Nous aimons ça, accumuler des points et les transformer en récompenses. Tellement qu’en moyenne, nous détenons 10 cartes de fidélité. Pour certains, c’est un jeu dont ils maîtrisent toutes les stratégies pour maximiser les gains.

Mais les dessous de ces programmes de marketing demeurent assez mystérieux pour le commun des mortels. Et plusieurs mythes sont tenaces. À commencer par le coût de ces programmes... pour les consommateurs.

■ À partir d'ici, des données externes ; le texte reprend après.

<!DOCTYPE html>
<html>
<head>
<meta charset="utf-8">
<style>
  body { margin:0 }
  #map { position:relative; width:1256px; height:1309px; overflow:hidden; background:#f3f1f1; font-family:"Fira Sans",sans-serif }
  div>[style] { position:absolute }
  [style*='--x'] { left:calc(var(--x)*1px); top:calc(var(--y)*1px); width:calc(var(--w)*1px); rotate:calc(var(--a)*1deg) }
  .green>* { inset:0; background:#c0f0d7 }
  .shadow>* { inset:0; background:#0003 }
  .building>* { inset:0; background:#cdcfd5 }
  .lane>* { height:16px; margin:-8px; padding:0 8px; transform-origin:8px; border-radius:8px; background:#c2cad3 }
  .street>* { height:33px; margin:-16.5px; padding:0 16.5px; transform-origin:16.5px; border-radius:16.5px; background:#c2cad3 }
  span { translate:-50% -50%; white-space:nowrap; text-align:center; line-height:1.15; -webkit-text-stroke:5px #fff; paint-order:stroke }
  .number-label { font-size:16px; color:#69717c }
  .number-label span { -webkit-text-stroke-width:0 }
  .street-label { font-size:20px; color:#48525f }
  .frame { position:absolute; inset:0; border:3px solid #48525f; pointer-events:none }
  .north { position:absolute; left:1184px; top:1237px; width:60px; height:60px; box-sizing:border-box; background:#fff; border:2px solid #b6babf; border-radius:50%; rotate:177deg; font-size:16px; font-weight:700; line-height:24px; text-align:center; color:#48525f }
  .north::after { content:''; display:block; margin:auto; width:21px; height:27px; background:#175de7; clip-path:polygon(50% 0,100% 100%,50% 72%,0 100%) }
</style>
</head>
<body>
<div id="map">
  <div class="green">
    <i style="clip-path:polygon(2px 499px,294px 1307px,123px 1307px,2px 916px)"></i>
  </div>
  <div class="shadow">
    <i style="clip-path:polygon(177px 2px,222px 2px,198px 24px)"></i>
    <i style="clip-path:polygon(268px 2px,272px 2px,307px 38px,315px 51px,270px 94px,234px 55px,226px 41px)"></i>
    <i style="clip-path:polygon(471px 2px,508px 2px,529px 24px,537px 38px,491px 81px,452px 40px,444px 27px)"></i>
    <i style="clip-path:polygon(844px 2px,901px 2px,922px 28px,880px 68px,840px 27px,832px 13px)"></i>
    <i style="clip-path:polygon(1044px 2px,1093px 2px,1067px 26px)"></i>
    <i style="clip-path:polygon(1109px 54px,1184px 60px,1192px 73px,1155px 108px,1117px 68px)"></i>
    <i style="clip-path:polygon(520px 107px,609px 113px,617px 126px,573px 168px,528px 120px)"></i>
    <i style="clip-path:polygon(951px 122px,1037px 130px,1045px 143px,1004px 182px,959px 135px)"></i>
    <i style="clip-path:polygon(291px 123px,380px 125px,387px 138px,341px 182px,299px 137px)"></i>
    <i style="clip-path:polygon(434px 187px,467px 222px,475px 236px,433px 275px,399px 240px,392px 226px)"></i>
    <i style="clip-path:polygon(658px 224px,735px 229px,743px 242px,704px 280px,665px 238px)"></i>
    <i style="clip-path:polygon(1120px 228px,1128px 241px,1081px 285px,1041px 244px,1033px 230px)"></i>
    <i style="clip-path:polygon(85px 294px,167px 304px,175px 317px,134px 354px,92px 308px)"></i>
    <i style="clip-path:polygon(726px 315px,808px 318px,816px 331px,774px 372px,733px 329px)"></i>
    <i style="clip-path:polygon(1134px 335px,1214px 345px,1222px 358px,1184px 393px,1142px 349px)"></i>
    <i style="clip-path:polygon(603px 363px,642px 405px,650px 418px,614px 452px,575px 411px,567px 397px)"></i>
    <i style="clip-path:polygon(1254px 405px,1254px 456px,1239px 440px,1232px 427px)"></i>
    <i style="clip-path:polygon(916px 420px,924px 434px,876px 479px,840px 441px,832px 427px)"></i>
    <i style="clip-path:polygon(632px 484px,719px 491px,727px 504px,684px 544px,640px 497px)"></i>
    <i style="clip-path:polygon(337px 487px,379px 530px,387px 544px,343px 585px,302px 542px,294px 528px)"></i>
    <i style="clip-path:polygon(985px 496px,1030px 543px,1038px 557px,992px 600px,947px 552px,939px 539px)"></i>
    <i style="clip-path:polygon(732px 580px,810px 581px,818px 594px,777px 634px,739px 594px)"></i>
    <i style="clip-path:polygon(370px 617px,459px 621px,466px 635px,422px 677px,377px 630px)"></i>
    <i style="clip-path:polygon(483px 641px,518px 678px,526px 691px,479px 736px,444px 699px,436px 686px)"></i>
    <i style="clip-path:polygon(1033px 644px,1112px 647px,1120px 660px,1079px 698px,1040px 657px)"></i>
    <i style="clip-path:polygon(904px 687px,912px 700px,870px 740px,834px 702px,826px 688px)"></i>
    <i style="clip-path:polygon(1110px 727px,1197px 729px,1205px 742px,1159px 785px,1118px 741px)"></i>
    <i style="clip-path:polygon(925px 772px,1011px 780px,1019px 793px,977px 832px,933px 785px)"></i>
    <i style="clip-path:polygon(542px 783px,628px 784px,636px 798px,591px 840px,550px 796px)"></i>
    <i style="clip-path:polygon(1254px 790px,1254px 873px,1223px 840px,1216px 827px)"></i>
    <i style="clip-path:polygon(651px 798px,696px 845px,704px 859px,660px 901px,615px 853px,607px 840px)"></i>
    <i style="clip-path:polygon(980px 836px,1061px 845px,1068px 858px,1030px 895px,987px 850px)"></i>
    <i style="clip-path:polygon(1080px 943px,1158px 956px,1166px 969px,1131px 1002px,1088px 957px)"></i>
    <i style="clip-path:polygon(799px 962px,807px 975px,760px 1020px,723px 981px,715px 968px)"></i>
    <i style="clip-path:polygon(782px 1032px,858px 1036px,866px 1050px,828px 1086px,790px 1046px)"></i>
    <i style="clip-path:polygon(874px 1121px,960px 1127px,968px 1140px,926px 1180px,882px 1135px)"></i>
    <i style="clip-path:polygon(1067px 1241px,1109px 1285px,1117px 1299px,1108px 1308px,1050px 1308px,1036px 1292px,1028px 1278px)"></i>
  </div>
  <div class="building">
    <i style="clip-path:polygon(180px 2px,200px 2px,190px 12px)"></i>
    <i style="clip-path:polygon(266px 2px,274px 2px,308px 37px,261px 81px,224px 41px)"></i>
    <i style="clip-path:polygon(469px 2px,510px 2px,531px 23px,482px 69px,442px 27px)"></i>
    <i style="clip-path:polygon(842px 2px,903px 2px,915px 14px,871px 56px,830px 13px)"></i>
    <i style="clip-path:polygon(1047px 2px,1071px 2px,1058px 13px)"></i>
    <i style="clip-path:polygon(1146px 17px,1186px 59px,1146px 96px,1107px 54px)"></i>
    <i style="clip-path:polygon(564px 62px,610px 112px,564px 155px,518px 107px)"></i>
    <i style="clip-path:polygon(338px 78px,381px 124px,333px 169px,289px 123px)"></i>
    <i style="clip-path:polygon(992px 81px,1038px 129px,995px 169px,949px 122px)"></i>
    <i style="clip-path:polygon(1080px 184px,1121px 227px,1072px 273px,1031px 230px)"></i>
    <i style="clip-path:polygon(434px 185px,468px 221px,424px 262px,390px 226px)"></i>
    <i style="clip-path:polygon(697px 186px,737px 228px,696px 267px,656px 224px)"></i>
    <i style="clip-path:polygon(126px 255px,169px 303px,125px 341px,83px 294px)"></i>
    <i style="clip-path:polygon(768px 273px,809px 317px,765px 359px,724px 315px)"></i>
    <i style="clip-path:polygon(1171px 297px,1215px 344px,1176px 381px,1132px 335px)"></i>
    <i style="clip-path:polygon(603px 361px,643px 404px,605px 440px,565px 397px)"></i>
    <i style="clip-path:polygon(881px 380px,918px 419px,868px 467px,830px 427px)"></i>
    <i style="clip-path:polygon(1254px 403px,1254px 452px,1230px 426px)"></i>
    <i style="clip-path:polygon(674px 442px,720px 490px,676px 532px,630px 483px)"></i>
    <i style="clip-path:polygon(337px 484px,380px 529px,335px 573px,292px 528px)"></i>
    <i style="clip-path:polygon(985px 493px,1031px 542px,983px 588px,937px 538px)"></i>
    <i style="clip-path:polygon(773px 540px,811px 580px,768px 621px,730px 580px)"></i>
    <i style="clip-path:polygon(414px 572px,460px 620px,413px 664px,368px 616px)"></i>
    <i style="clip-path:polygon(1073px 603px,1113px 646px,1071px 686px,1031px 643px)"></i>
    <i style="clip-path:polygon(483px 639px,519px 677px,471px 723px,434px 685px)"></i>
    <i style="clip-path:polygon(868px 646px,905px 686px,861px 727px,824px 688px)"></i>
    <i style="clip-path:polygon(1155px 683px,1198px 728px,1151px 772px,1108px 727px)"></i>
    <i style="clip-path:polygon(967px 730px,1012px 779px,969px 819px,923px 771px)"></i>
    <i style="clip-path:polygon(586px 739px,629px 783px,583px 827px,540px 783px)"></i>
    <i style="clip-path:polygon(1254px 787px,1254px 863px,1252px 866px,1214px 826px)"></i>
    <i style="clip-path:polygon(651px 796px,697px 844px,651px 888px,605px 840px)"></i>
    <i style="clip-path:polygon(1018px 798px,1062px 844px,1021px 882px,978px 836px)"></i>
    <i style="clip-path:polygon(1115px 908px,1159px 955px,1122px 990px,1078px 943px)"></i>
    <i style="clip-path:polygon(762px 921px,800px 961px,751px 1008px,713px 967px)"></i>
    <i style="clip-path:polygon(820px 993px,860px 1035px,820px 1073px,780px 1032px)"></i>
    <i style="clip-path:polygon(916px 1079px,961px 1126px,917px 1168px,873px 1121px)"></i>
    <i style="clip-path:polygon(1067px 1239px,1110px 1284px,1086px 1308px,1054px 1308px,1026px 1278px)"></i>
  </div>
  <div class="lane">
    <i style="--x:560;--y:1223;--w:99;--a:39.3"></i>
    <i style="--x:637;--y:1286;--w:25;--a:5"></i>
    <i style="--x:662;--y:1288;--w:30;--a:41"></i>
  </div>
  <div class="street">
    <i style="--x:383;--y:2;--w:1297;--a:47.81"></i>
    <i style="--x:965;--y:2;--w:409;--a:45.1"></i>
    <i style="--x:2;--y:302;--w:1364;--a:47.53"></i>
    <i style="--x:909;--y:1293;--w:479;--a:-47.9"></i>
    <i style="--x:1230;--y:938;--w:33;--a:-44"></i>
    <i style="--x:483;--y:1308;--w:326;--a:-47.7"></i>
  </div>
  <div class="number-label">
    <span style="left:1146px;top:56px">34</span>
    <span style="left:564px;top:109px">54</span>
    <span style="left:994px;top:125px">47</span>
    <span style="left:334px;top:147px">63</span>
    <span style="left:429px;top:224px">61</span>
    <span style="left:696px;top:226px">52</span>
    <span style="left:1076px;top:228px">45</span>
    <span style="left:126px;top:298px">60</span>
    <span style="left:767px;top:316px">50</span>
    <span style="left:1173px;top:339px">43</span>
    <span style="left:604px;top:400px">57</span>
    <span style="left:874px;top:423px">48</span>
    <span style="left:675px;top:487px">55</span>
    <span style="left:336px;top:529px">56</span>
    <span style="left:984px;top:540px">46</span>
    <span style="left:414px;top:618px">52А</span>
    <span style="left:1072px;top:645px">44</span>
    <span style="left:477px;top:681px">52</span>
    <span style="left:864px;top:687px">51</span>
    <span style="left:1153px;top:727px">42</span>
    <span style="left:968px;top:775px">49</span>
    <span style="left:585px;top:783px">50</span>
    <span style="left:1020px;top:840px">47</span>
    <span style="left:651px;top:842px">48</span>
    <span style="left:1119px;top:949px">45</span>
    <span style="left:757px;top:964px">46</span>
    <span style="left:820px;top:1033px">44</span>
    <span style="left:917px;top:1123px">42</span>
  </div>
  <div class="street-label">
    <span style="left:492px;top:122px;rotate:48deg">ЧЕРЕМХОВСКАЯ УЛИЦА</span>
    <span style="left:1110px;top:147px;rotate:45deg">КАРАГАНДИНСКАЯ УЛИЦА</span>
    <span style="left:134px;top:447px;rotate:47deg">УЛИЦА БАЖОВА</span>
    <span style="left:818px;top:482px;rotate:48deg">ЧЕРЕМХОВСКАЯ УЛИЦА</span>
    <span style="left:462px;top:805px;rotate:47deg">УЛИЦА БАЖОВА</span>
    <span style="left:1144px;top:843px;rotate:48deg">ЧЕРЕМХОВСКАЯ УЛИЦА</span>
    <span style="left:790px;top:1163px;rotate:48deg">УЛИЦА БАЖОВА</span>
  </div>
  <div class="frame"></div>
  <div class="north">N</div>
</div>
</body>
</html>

PHOTO ALAIN ROBERGE, LA PRESSE

Échantillon de cartes de fidélité

J’ai récemment écrit sur le compte de banque PC Argent, lancé par la filiale financière de Loblaw (Maxi, Provigo, Pharmaprix). Ses détenteurs reçoivent des points PC Optimum chaque fois qu’ils utilisent leur carte de débit1.

Des lecteurs m’ont alors demandé combien nous coûtent ces programmes de fidélisation toujours plus nombreux. Ils présument que l’attribution de points échangeables contre des récompenses fait grimper les prix de détail, puisque rien n’est gratuit dans la vie.

Le raisonnement est sensé.

Mais il est erroné.

« C’est un mythe », me jure Hans Laroche, associé chez R3 Marketing, firme d’experts en matière de fidélisation. Pendant près d’une heure, il m’a révélé les secrets derrière toutes ces cartes qui remplissent nos portefeuilles. Celui qui enseigne en outre le marketing aux étudiants du 2cycle à l’Université de Sherbrooke et à l’ESG UQAM est catégorique : les entreprises n’augmentent pas leurs prix de détail pour financer un programme de loyauté.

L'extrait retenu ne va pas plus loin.